Increasing electronic and software content has resulted in exponentially growing complexity of modern mechatronic systems such as automobiles, aircrafts, railway systems. This is particularly true for connected autonomous vehicles, equipped with a variety of sensors, and intelligence spanning all the levels of autonomy. Such systems typically consist of software and hardware components that are developed independently and reused through integration. A critical consequence is the emergent uncertainty about the integrity and performance of the final deployed system. Such uncertainty is safety critical for systems such as the autonomous vehicles, where there is acute interaction between humans and machines.
Verification and Validation (V&V) of such systems against the original requirements is imperative for providing the needed confidence/trust in such complex cyber-physical systems. Performing the V&V tests only on the final end-product is prohibitively expensive and time consuming. The modern approach to V&V is to use computer models of cyber physical systems that can be simulated virtually.
This Virtual Autonomous Vehicle Simulation (VAVS) TDP is intended to be platform that can be used for simulating an individual vehicle or a fleet of vehicles, manually or autonomously driven, in varied traffic situations and road conditions.
The VAVS-TDP will be an integral part of most research projects that will be executed as part of the CAST Program. The VAVS-TDP will be used for control development, design optimization, preliminary calibration, and most importantly verification of autonomous vehicle systems. The VAVS-TDP will also become a key enabler for research on human-machine-interactions (HMI).
The VAVS-TDP will also be leveraged to support “industry best practices” for development of control systems. In particular, the VAVS-TDP will be an important platform for practicing and teaching Model Based Systems Engineering (MBSE) – including development of requirements, architecture, etc.

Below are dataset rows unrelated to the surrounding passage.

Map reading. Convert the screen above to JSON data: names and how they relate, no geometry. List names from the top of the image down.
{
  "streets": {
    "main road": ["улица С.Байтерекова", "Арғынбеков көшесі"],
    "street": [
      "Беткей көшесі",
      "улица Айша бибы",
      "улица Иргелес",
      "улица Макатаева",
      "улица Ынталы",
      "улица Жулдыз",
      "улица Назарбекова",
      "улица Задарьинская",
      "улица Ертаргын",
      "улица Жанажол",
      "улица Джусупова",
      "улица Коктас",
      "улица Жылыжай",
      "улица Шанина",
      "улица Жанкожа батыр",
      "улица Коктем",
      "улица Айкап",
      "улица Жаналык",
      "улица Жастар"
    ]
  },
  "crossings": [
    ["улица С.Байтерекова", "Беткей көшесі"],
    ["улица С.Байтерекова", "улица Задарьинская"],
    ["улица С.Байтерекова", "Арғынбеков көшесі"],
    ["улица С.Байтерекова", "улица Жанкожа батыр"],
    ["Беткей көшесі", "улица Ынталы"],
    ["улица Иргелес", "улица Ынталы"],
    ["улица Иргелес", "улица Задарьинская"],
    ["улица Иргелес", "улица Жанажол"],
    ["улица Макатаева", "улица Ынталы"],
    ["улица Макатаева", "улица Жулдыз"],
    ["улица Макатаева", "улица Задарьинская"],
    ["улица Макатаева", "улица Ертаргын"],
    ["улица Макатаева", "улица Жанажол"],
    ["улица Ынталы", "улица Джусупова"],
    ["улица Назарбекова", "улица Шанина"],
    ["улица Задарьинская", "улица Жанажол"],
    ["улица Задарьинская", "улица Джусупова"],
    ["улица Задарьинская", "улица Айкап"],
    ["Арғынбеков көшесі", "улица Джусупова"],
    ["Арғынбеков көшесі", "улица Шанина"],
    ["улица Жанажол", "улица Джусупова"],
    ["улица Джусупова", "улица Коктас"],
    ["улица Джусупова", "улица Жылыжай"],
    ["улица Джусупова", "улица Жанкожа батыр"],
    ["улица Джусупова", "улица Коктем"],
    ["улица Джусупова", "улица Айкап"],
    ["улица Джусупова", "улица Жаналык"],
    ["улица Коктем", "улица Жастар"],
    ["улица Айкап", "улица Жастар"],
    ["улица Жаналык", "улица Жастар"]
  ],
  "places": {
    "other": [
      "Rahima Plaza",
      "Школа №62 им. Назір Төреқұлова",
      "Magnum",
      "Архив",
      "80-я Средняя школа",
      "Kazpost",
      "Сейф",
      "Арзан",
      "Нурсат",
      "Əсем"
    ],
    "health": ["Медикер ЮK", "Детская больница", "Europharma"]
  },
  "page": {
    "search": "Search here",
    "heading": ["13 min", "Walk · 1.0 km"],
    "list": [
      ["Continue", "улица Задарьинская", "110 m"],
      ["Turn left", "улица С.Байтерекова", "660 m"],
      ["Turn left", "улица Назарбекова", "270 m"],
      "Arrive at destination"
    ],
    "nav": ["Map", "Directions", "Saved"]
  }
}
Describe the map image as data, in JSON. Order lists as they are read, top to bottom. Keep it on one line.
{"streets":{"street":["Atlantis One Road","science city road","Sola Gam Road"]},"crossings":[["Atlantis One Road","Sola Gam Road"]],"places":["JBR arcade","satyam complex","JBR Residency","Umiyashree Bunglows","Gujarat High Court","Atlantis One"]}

The development of the VAVS-TDP itself is expected to uncover new research challenges. There are multiple dimensions of challenges such as in the scale of simulation, speed of simulation (especially real-time simulation), modeling and simulation of new sensors, communications, human machine interaction simulators (including Virtual Reality and Augmented Reality), etc. These challenges will be addressed through individual research projects.
- Modeling and Simulation
- Individual and Multiple vehicle simulations of longitudinal and lateral dynamics
- MIL, SIL and HIL capabilities
- MBSE Processes
- Requirements capture and analysis
- Architecture capture and analysis
- Traceability between requirements and testing
Projects Leveraging the TDP
- Safe-Core Architecture We would like to explore and develop a reference “Safe-Core Architecture” that becomes the basis for developing the AV Embedded Control Software
- Middleware to connect Robotics and Automotive architectures for Autonomous Vehicle Control We would like to explore architectures and implementation methodologies that would result in efficient integration of ROS and traditional RTOS based control algorithms.